Find the word "hidden" in the data. Return every line where it appears.

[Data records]
---

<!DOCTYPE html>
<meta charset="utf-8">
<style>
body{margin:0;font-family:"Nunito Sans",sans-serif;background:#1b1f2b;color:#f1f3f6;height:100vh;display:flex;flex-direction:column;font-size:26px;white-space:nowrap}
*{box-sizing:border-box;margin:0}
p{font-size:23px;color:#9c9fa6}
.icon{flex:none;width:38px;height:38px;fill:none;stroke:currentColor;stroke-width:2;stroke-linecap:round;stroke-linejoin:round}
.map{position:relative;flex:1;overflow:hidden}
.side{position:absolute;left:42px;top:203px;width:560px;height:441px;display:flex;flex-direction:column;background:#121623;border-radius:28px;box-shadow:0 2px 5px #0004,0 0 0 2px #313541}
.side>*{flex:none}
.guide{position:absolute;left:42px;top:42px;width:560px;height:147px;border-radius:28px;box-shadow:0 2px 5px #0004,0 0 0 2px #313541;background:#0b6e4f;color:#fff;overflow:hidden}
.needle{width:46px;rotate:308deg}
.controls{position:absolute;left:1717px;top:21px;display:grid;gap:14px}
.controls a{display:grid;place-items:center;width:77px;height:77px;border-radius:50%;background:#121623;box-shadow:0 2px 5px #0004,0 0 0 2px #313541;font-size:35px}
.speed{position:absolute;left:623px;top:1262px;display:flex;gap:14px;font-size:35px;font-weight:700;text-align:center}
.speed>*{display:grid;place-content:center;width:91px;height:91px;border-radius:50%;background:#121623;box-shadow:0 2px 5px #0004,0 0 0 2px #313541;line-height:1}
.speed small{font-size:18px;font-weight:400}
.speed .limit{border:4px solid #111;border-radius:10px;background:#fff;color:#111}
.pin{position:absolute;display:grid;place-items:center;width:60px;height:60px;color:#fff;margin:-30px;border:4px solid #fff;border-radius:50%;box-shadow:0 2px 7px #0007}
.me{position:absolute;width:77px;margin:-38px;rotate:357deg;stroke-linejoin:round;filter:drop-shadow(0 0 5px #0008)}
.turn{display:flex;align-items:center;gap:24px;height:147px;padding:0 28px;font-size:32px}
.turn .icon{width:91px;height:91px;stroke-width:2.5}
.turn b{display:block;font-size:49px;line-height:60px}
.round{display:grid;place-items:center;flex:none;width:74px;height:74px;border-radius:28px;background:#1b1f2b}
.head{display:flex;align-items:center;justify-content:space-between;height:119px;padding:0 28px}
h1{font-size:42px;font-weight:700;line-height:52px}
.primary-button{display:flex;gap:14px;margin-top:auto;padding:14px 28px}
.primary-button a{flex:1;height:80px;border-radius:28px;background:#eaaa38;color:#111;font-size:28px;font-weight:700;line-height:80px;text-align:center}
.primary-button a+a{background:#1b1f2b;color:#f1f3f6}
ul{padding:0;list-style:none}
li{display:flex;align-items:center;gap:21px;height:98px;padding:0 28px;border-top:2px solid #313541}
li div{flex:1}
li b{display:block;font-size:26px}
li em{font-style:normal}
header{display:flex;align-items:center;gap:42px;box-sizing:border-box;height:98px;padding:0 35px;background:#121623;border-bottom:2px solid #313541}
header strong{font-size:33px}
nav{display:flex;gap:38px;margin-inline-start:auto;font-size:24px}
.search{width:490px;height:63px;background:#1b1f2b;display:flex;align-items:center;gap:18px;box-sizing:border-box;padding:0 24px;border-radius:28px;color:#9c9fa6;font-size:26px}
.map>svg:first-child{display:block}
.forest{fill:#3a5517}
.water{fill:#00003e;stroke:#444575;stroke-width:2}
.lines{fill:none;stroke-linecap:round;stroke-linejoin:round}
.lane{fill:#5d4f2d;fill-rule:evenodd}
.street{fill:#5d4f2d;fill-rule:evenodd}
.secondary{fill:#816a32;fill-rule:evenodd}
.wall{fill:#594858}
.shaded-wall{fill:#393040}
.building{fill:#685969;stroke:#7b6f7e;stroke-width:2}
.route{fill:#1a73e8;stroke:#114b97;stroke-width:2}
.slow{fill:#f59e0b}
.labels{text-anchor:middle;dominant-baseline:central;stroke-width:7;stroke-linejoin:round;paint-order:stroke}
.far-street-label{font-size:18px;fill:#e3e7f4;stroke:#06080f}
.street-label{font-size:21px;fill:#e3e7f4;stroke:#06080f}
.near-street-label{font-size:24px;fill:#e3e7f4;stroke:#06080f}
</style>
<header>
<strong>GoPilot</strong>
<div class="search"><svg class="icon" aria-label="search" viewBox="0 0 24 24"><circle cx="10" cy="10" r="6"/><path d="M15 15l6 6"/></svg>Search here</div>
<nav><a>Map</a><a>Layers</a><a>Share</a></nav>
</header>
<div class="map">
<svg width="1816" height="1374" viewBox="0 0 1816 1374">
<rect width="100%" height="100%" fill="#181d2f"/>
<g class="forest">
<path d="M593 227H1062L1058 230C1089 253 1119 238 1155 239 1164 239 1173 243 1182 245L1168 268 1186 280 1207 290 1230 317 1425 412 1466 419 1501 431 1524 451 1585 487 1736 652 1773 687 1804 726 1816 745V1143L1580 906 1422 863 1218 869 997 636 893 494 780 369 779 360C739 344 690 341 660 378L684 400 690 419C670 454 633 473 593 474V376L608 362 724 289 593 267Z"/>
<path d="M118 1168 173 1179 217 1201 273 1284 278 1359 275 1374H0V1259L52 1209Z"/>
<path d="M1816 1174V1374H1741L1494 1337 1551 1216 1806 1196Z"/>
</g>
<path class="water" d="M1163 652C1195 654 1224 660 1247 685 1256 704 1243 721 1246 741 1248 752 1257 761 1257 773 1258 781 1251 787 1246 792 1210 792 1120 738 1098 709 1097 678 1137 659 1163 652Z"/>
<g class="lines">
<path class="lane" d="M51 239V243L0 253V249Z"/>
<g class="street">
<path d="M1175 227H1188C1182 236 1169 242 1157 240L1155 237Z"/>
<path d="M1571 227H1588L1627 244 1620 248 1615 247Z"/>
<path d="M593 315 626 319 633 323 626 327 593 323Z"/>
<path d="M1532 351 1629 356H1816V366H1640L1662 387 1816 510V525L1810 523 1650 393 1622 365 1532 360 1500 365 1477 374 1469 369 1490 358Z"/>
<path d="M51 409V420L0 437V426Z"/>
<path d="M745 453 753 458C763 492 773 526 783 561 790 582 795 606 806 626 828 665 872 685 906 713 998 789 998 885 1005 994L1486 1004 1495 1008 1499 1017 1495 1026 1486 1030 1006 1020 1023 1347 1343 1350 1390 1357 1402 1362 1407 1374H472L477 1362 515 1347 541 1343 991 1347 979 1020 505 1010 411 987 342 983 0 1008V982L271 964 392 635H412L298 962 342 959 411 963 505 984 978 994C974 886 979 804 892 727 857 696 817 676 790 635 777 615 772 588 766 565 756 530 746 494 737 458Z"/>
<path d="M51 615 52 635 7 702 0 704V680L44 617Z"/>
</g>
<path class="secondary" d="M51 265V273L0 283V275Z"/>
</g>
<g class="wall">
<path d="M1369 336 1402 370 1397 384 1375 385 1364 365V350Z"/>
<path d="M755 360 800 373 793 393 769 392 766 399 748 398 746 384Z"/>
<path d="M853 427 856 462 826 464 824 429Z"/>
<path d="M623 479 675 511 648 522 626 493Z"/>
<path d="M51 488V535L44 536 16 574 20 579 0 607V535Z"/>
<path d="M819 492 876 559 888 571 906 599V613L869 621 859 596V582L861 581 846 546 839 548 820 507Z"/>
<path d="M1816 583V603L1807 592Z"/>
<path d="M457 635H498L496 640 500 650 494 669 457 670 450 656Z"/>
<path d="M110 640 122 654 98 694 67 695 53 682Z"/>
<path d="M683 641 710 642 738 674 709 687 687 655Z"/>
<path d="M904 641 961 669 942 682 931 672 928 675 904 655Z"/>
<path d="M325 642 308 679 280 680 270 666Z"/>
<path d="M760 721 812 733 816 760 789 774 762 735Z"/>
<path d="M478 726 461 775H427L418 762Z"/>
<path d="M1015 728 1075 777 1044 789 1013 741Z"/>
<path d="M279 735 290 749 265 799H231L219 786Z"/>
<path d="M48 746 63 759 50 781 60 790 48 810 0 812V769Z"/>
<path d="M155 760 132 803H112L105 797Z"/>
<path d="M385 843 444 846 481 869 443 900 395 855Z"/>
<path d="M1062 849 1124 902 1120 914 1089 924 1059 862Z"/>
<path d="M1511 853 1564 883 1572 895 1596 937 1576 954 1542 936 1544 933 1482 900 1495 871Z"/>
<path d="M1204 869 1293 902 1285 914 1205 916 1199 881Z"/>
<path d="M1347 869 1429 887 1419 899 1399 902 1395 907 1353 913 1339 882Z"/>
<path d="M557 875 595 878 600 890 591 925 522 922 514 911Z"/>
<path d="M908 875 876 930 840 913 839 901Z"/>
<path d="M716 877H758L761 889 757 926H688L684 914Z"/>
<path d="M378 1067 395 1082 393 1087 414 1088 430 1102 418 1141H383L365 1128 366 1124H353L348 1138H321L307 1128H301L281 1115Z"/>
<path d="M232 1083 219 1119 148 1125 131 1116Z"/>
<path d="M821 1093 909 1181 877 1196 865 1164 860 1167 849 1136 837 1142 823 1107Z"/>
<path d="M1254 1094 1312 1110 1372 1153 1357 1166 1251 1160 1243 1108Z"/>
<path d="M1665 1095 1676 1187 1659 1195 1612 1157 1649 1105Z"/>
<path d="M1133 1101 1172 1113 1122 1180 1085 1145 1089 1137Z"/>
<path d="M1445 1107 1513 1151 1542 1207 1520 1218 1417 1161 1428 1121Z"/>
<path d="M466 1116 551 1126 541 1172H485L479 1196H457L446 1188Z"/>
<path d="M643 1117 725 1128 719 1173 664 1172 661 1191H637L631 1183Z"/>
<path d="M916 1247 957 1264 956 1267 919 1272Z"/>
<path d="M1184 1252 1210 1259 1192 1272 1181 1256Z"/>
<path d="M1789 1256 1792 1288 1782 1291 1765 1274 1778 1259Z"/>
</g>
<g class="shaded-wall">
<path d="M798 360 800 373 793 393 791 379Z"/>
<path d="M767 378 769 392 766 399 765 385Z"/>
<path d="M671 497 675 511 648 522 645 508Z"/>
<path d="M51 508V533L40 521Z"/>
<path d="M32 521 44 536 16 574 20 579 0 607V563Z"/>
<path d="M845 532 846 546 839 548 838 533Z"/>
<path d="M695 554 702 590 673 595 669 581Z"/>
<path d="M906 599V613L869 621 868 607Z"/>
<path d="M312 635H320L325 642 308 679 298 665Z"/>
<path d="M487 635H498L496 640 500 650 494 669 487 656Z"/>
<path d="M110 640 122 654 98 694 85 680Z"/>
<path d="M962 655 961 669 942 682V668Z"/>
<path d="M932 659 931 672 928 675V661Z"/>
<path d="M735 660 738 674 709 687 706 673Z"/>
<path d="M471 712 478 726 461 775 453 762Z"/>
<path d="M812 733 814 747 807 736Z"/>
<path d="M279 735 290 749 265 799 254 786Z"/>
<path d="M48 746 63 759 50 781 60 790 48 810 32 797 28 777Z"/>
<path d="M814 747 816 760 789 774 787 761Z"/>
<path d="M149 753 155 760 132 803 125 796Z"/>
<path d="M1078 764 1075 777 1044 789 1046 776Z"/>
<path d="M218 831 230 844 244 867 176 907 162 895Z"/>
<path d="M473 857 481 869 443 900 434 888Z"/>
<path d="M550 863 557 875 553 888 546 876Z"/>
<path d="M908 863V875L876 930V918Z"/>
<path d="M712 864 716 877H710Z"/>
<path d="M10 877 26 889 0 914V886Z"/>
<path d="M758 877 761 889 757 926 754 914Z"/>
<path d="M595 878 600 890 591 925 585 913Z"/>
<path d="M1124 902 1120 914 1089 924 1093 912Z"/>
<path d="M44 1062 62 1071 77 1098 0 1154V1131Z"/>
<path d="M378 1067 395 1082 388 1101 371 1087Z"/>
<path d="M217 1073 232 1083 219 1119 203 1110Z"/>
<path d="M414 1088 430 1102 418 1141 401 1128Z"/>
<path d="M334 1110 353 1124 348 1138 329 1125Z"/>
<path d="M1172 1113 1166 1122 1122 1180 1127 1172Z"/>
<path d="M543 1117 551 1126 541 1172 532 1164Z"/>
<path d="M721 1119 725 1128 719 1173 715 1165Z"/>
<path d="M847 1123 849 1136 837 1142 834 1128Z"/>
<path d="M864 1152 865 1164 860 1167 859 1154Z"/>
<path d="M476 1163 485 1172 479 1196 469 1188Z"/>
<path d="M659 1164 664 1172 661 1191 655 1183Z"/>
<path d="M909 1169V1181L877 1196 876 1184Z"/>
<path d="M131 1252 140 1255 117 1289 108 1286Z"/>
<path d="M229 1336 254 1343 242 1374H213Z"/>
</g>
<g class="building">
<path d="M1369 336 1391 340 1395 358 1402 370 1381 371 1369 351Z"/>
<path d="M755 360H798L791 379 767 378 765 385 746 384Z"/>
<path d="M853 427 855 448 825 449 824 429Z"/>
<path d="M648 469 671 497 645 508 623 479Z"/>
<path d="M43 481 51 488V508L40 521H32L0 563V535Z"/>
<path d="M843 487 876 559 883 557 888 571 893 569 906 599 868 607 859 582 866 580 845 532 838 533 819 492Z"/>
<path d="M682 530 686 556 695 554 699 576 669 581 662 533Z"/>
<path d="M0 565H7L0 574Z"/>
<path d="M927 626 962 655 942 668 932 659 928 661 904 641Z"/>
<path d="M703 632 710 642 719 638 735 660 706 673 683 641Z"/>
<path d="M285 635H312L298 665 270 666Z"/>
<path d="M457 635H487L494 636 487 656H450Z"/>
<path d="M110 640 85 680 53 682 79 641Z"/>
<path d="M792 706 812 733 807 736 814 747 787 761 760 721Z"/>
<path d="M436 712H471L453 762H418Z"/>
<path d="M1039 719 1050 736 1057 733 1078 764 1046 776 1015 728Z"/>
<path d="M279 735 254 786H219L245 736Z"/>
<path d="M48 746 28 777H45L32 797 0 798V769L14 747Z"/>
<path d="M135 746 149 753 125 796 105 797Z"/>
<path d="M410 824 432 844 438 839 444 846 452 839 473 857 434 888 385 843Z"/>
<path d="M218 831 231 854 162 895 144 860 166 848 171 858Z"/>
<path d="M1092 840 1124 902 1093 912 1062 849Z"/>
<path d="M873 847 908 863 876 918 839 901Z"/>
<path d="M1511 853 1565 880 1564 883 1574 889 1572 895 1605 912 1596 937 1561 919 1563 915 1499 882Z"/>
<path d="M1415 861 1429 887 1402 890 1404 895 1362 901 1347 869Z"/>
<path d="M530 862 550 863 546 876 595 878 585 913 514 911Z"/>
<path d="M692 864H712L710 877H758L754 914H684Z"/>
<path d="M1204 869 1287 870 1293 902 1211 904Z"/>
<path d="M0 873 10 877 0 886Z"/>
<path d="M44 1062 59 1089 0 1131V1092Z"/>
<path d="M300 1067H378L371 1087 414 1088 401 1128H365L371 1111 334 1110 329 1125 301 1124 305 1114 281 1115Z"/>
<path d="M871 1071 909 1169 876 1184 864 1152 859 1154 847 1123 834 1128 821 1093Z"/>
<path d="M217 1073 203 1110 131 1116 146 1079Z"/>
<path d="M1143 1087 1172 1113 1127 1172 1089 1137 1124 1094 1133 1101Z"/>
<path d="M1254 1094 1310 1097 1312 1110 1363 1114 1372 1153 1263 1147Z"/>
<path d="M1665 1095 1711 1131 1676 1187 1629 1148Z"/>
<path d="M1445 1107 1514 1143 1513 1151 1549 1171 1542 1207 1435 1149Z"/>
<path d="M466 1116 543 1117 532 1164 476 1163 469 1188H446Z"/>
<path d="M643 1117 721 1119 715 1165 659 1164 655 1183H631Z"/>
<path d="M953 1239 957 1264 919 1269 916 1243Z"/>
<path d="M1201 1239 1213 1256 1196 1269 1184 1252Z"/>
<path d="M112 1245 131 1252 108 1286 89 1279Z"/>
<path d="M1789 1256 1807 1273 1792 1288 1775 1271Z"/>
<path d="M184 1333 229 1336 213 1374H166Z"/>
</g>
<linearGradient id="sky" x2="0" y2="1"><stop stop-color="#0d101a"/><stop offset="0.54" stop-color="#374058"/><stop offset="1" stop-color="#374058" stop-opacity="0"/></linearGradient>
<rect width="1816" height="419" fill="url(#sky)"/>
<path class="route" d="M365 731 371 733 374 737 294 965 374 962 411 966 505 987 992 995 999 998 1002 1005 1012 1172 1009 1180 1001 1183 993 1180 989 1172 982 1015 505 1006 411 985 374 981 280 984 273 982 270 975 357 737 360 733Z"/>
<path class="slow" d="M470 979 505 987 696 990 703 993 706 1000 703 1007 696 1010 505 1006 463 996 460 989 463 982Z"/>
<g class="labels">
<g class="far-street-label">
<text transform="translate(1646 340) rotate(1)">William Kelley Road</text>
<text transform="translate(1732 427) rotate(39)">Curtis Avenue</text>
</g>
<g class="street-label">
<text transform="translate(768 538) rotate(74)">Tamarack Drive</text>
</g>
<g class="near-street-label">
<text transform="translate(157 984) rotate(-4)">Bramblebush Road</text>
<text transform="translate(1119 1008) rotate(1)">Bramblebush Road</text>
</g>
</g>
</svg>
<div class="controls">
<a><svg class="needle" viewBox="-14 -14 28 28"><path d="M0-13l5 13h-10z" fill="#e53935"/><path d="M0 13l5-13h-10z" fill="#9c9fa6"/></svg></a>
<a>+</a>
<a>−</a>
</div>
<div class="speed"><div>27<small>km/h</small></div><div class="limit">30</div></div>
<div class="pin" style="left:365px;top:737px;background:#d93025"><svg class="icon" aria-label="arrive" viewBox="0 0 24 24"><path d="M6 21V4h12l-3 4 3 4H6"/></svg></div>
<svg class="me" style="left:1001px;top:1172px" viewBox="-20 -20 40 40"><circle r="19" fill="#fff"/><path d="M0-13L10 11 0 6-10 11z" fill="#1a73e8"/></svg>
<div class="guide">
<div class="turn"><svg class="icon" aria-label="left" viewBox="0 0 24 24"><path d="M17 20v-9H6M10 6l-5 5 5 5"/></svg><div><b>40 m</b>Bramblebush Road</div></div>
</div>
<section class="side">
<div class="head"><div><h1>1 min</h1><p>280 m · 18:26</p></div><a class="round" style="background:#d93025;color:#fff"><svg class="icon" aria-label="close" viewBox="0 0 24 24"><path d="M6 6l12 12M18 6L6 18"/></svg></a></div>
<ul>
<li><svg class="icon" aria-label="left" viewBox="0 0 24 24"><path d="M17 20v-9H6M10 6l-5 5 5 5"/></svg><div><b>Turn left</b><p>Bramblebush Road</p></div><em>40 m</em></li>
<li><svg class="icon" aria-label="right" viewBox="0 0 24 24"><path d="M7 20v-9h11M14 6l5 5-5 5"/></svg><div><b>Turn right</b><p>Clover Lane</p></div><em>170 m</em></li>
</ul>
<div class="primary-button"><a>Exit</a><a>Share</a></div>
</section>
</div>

---

*Answer below*.
.map{position:relative;flex:1;overflow:hidden}
.guide{position:absolute;left:42px;top:42px;width:560px;height:147px;border-radius:28px;box-shadow:0 2px 5px #0004,0 0 0 2px #313541;background:#0b6e4f;color:#fff;overflow:hidden}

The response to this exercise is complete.